## Your task
Beneath this task are records; print exactly the stretch of them from the line with "M880,892l23,28 -25,20 -22,-28z" through the line with "M4,412l74,-51 114,-83 46,-47", both ends included.

___ Provided material ___

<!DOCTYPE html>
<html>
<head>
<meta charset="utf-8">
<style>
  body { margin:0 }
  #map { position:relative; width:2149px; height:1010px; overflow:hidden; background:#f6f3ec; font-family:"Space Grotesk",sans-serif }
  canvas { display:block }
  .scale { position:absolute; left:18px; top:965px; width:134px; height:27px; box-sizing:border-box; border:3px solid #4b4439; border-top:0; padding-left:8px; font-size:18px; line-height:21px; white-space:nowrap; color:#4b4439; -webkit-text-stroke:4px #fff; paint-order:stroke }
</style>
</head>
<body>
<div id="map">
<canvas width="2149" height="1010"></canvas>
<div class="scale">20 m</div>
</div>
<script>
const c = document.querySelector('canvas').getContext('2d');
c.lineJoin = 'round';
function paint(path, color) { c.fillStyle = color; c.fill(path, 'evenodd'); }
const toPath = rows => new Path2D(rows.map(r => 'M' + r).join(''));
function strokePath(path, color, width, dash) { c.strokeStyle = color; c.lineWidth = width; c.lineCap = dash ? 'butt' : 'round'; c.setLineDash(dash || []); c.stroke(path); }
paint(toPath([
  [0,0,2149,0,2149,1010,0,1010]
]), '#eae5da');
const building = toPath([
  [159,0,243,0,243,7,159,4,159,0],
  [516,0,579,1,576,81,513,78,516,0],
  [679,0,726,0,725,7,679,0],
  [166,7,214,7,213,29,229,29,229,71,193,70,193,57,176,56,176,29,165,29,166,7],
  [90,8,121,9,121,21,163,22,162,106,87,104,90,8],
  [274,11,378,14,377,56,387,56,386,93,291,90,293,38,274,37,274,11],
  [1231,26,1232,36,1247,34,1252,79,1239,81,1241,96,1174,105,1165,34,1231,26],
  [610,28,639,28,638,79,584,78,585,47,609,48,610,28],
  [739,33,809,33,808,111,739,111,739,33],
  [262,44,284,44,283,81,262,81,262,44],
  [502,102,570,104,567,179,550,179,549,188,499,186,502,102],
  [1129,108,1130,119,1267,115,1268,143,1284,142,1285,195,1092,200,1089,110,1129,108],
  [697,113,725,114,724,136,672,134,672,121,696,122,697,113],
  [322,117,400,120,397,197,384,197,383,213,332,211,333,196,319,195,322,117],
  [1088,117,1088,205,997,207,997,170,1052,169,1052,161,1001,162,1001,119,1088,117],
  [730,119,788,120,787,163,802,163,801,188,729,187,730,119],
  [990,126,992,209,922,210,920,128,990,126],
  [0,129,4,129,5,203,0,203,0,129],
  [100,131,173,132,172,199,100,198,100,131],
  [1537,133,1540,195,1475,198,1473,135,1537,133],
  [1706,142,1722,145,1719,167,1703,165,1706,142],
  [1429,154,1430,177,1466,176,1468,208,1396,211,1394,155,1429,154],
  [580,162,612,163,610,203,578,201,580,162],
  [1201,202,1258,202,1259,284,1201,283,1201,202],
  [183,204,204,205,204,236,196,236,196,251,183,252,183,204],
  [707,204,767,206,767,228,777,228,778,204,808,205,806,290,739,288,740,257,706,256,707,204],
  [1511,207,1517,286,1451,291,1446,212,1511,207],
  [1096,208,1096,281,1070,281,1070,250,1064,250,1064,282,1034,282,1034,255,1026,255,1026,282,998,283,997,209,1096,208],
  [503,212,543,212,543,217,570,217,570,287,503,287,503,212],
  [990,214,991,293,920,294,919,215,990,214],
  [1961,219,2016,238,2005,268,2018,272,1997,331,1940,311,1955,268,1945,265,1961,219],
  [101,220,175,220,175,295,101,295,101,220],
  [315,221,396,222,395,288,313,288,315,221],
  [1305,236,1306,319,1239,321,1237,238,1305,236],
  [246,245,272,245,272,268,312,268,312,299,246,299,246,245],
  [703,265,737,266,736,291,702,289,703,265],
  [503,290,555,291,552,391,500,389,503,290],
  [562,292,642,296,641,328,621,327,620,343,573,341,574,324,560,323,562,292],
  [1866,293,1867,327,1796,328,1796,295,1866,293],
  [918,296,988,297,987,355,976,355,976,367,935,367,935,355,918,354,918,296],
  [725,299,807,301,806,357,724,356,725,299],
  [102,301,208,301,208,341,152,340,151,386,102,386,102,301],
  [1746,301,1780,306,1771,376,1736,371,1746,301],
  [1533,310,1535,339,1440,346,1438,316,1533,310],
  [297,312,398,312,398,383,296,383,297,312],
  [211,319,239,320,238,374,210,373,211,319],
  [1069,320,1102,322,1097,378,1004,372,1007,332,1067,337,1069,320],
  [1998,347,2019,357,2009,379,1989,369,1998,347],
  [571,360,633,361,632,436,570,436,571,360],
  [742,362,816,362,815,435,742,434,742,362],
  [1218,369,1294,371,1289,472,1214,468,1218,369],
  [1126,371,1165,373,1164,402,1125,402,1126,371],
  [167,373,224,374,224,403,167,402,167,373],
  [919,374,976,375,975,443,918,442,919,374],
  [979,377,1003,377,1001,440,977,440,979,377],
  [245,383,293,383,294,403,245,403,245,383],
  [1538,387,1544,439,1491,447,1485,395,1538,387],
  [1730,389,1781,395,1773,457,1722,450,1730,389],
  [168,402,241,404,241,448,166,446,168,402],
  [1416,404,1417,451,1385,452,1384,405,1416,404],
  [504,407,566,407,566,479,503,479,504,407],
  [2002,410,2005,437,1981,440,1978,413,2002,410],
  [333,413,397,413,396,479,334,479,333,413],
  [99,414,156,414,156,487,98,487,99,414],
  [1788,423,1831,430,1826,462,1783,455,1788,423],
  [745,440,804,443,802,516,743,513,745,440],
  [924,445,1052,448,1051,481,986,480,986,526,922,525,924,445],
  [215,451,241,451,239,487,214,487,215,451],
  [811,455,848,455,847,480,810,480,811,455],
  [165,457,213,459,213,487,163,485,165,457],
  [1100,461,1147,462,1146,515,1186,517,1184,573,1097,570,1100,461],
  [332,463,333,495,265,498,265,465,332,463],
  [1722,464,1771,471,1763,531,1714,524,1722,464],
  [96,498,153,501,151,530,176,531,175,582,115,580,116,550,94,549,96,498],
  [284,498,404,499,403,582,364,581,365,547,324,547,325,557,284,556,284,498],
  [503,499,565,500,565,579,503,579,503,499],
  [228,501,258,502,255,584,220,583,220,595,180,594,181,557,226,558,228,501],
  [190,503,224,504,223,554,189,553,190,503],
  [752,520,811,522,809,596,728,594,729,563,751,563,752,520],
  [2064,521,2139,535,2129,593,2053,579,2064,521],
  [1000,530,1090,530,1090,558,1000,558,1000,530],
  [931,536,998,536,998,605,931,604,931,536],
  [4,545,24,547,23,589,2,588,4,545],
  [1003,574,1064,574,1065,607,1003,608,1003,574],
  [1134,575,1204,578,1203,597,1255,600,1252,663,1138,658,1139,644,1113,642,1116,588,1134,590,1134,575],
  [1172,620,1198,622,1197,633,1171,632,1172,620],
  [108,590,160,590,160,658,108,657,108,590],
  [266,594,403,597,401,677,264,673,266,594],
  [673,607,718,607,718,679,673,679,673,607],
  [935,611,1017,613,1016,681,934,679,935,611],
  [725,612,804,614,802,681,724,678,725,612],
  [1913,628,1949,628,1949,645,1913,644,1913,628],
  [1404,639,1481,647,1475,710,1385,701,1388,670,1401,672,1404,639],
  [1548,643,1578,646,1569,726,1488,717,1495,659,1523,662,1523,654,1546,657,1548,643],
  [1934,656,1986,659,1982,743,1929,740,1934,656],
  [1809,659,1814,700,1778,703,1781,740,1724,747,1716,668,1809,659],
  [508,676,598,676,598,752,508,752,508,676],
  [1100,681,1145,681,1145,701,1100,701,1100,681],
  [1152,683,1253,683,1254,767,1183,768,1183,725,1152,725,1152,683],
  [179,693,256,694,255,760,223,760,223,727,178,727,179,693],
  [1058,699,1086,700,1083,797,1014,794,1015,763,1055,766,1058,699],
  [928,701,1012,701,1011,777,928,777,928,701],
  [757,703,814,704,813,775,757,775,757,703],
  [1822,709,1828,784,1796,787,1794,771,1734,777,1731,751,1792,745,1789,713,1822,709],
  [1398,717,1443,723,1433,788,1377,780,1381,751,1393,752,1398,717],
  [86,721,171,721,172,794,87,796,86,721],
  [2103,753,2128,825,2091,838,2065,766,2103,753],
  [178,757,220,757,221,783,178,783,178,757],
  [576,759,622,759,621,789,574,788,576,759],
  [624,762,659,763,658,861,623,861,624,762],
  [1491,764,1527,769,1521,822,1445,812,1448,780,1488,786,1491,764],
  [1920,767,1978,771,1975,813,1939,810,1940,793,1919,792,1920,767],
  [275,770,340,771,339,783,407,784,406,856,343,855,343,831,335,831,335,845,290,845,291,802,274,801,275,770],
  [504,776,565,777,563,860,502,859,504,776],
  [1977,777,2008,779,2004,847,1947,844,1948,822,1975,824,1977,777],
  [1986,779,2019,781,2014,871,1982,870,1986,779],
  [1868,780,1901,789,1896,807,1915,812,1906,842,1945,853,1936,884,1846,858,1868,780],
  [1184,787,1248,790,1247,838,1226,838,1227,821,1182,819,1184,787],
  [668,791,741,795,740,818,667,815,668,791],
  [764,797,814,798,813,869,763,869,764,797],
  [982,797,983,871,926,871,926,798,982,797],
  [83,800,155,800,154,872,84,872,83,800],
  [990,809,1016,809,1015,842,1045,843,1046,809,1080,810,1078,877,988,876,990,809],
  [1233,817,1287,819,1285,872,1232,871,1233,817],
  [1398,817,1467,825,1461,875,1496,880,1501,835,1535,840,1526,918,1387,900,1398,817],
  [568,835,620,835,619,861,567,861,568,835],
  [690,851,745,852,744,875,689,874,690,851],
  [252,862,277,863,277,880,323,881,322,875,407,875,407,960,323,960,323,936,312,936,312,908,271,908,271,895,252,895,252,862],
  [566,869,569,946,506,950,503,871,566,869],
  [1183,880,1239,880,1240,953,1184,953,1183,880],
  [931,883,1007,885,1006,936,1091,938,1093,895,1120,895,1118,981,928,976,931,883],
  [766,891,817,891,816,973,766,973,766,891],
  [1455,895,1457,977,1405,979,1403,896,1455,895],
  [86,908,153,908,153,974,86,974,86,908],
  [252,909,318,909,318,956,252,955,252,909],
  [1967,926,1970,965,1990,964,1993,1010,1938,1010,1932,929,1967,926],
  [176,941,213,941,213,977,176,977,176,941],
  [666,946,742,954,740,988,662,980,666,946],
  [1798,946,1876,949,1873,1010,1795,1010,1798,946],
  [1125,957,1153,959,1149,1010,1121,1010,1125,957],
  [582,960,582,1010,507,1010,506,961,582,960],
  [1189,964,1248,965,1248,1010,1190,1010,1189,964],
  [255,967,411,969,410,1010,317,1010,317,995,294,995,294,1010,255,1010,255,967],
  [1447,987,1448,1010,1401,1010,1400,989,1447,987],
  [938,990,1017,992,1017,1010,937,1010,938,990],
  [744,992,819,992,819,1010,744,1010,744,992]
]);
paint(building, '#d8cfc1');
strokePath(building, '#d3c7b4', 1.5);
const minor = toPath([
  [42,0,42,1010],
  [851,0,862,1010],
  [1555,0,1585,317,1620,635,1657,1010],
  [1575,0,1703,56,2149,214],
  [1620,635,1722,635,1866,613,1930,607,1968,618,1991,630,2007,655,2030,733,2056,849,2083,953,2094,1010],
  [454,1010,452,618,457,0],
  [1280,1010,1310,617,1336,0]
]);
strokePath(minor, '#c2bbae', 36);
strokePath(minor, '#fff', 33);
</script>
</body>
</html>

___
___ Provided material ___

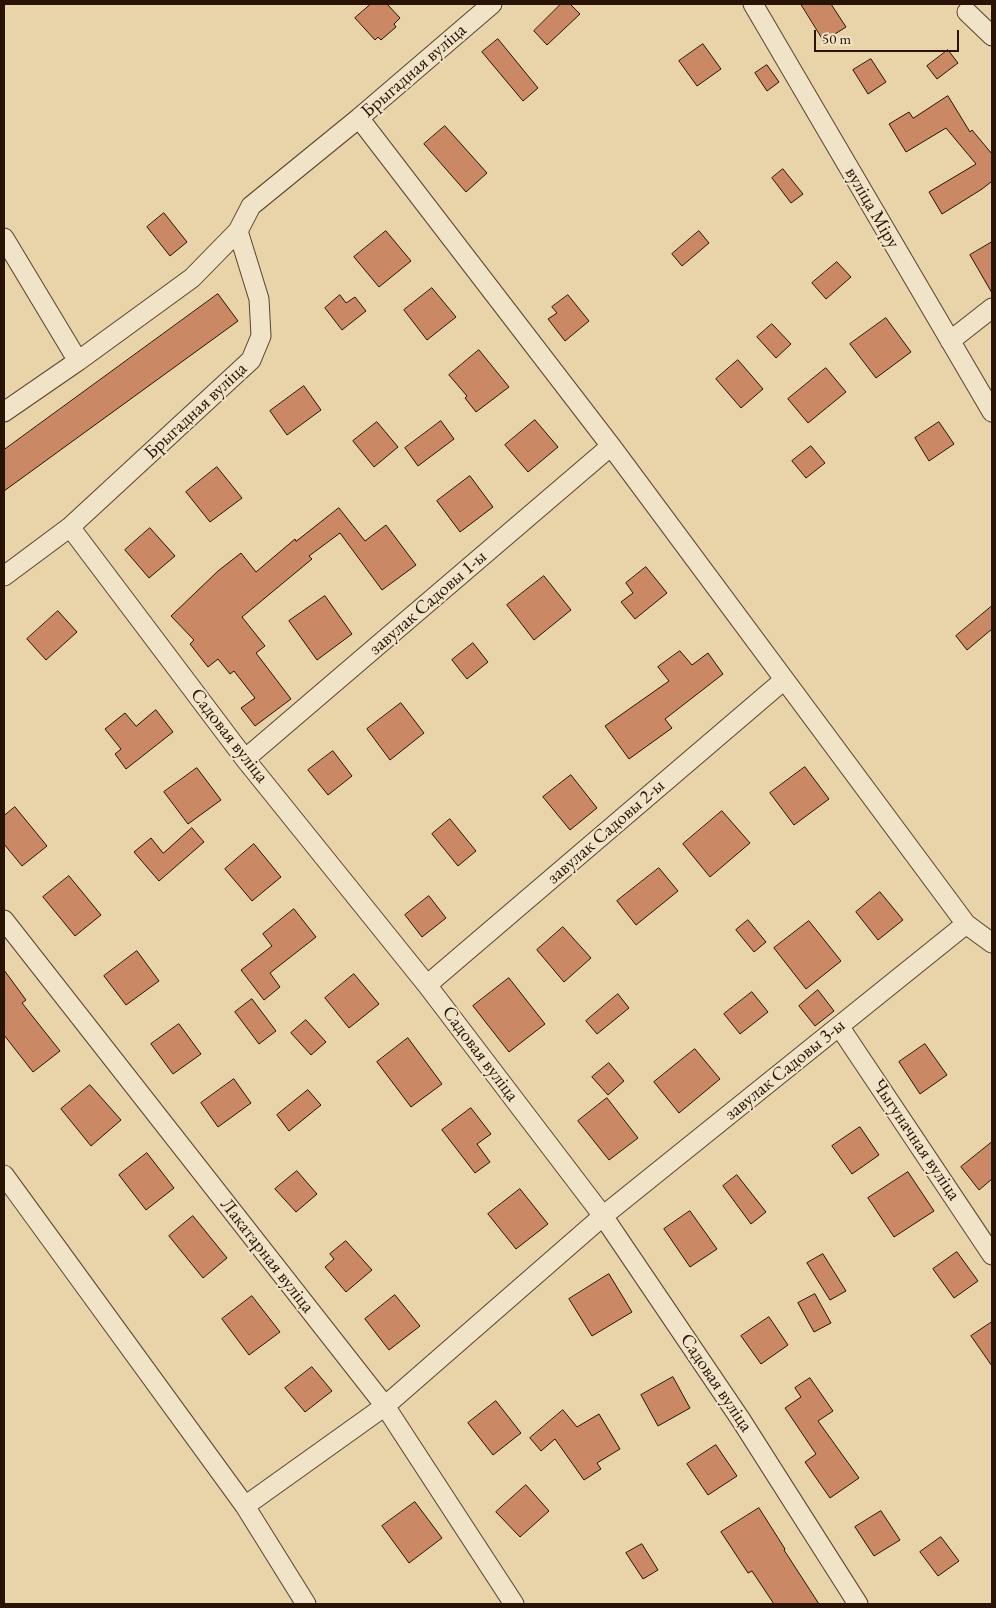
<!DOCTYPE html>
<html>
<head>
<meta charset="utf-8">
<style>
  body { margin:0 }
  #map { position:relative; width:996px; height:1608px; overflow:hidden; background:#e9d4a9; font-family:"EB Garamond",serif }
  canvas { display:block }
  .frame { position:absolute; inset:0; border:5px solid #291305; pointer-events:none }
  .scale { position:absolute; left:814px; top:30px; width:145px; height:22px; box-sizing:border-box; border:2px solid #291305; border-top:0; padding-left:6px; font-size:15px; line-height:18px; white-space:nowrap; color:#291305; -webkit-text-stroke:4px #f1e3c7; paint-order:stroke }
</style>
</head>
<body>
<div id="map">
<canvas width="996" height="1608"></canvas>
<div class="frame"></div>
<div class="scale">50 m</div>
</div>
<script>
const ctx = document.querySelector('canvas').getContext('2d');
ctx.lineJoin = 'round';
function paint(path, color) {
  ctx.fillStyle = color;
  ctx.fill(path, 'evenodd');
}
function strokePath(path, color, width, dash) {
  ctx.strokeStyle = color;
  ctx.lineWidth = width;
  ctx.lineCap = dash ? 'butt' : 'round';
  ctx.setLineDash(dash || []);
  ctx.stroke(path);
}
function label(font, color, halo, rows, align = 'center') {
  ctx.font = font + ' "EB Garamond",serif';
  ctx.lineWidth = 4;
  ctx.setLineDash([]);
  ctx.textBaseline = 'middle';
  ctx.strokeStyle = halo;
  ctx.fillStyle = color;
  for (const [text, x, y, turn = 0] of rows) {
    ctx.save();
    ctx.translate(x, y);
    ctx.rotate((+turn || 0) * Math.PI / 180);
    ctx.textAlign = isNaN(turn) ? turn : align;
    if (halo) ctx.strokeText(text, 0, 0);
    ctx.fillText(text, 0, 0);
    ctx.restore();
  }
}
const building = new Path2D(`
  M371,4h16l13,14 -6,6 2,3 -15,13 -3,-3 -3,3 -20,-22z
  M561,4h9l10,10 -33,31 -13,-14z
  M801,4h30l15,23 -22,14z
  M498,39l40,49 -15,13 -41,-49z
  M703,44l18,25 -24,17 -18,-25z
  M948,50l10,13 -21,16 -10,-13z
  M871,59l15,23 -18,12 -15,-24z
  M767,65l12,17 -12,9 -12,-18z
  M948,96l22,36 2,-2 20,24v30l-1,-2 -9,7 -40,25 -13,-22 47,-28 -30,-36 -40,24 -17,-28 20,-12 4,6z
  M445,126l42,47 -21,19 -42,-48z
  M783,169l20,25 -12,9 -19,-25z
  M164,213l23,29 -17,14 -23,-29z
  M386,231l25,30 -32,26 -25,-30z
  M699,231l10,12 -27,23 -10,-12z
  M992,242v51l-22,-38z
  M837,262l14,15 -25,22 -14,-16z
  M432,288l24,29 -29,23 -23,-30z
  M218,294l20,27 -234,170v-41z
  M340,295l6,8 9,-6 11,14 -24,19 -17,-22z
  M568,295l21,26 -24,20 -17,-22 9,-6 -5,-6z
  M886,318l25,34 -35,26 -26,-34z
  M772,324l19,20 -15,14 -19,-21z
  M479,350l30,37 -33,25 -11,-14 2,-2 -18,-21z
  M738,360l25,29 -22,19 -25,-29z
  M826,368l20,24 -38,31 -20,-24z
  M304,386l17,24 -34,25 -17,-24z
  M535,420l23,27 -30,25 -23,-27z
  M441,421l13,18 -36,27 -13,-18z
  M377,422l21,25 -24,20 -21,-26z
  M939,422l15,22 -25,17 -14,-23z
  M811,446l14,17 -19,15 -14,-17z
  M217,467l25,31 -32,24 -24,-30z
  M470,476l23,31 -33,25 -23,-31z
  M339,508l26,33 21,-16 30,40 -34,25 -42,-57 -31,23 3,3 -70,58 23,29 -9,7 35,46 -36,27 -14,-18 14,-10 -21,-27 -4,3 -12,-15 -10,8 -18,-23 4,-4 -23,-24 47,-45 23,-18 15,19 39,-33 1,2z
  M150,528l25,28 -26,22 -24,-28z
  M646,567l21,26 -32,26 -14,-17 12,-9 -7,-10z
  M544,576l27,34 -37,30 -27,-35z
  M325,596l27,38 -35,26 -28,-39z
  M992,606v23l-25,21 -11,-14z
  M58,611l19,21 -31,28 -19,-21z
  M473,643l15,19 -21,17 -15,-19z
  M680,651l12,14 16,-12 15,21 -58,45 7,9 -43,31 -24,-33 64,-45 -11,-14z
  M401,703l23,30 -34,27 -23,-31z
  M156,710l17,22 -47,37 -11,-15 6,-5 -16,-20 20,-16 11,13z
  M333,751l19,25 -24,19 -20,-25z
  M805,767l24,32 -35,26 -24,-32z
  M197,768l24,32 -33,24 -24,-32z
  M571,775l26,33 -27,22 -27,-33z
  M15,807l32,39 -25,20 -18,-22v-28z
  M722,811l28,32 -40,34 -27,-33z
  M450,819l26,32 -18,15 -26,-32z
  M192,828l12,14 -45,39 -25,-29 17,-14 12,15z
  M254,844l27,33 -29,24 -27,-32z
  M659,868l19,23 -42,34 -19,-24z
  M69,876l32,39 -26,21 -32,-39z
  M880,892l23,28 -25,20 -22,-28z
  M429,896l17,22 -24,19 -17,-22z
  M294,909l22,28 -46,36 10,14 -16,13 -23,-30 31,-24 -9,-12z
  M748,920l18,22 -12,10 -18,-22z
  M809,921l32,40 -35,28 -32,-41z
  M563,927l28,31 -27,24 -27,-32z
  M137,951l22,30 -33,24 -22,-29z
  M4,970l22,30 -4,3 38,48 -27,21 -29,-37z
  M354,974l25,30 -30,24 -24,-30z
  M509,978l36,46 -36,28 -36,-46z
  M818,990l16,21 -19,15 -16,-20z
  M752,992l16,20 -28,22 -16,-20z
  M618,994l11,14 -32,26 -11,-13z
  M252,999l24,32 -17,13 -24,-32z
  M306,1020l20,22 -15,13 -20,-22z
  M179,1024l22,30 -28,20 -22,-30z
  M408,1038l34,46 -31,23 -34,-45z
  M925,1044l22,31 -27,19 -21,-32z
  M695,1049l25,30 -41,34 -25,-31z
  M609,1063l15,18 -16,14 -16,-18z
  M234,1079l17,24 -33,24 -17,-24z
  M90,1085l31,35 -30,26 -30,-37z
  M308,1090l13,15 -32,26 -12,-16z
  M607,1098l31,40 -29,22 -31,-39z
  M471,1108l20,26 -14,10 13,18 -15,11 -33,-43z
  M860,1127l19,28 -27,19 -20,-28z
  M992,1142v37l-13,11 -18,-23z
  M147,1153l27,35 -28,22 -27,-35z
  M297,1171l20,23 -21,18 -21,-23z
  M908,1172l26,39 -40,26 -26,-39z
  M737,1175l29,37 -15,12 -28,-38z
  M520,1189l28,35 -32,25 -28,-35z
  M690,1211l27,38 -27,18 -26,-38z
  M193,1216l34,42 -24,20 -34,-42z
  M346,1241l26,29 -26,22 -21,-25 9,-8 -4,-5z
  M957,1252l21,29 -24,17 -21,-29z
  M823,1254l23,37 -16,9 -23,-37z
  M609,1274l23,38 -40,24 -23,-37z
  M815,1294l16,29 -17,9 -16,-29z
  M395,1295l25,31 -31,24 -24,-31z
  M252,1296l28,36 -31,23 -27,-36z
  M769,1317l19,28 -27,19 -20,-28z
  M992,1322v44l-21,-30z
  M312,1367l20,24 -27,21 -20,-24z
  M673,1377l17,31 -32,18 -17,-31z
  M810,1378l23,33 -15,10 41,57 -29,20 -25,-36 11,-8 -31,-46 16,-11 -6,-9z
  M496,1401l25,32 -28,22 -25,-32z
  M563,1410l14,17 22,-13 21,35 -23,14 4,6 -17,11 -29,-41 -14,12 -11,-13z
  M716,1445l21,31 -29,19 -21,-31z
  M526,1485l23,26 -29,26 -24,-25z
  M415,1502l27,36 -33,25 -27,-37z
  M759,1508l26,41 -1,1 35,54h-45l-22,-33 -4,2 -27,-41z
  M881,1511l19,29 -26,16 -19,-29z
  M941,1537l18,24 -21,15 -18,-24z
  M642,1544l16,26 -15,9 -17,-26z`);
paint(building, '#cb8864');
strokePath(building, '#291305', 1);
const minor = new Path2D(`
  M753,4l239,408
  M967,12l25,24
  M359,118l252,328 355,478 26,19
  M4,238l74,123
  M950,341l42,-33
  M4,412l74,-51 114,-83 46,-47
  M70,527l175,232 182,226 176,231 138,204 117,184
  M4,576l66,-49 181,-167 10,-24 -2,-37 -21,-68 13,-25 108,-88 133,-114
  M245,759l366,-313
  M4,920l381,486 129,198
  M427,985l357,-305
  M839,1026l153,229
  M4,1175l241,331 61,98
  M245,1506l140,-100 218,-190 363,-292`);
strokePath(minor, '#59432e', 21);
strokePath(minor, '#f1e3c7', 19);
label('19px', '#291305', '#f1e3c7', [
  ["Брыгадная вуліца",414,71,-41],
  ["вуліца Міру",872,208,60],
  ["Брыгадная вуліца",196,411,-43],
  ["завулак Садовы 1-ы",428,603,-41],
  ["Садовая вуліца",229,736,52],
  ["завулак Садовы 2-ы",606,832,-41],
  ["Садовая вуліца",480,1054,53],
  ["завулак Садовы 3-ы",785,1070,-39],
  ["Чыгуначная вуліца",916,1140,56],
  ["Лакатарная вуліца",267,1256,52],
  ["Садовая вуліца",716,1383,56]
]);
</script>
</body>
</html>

___

## Expected answer
  M880,892l23,28 -25,20 -22,-28z
  M429,896l17,22 -24,19 -17,-22z
  M294,909l22,28 -46,36 10,14 -16,13 -23,-30 31,-24 -9,-12z
  M748,920l18,22 -12,10 -18,-22z
  M809,921l32,40 -35,28 -32,-41z
  M563,927l28,31 -27,24 -27,-32z
  M137,951l22,30 -33,24 -22,-29z
  M4,970l22,30 -4,3 38,48 -27,21 -29,-37z
  M354,974l25,30 -30,24 -24,-30z
  M509,978l36,46 -36,28 -36,-46z
  M818,990l16,21 -19,15 -16,-20z
  M752,992l16,20 -28,22 -16,-20z
  M618,994l11,14 -32,26 -11,-13z
  M252,999l24,32 -17,13 -24,-32z
  M306,1020l20,22 -15,13 -20,-22z
  M179,1024l22,30 -28,20 -22,-30z
  M408,1038l34,46 -31,23 -34,-45z
  M925,1044l22,31 -27,19 -21,-32z
  M695,1049l25,30 -41,34 -25,-31z
  M609,1063l15,18 -16,14 -16,-18z
  M234,1079l17,24 -33,24 -17,-24z
  M90,1085l31,35 -30,26 -30,-37z
  M308,1090l13,15 -32,26 -12,-16z
  M607,1098l31,40 -29,22 -31,-39z
  M471,1108l20,26 -14,10 13,18 -15,11 -33,-43z
  M860,1127l19,28 -27,19 -20,-28z
  M992,1142v37l-13,11 -18,-23z
  M147,1153l27,35 -28,22 -27,-35z
  M297,1171l20,23 -21,18 -21,-23z
  M908,1172l26,39 -40,26 -26,-39z
  M737,1175l29,37 -15,12 -28,-38z
  M520,1189l28,35 -32,25 -28,-35z
  M690,1211l27,38 -27,18 -26,-38z
  M193,1216l34,42 -24,20 -34,-42z
  M346,1241l26,29 -26,22 -21,-25 9,-8 -4,-5z
  M957,1252l21,29 -24,17 -21,-29z
  M823,1254l23,37 -16,9 -23,-37z
  M609,1274l23,38 -40,24 -23,-37z
  M815,1294l16,29 -17,9 -16,-29z
  M395,1295l25,31 -31,24 -24,-31z
  M252,1296l28,36 -31,23 -27,-36z
  M769,1317l19,28 -27,19 -20,-28z
  M992,1322v44l-21,-30z
  M312,1367l20,24 -27,21 -20,-24z
  M673,1377l17,31 -32,18 -17,-31z
  M810,1378l23,33 -15,10 41,57 -29,20 -25,-36 11,-8 -31,-46 16,-11 -6,-9z
  M496,1401l25,32 -28,22 -25,-32z
  M563,1410l14,17 22,-13 21,35 -23,14 4,6 -17,11 -29,-41 -14,12 -11,-13z
  M716,1445l21,31 -29,19 -21,-31z
  M526,1485l23,26 -29,26 -24,-25z
  M415,1502l27,36 -33,25 -27,-37z
  M759,1508l26,41 -1,1 35,54h-45l-22,-33 -4,2 -27,-41z
  M881,1511l19,29 -26,16 -19,-29z
  M941,1537l18,24 -21,15 -18,-24z
  M642,1544l16,26 -15,9 -17,-26z`);
paint(building, '#cb8864');
strokePath(building, '#291305', 1);
const minor = new Path2D(`
  M753,4l239,408
  M967,12l25,24
  M359,118l252,328 355,478 26,19
  M4,238l74,123
  M950,341l42,-33
  M4,412l74,-51 114,-83 46,-47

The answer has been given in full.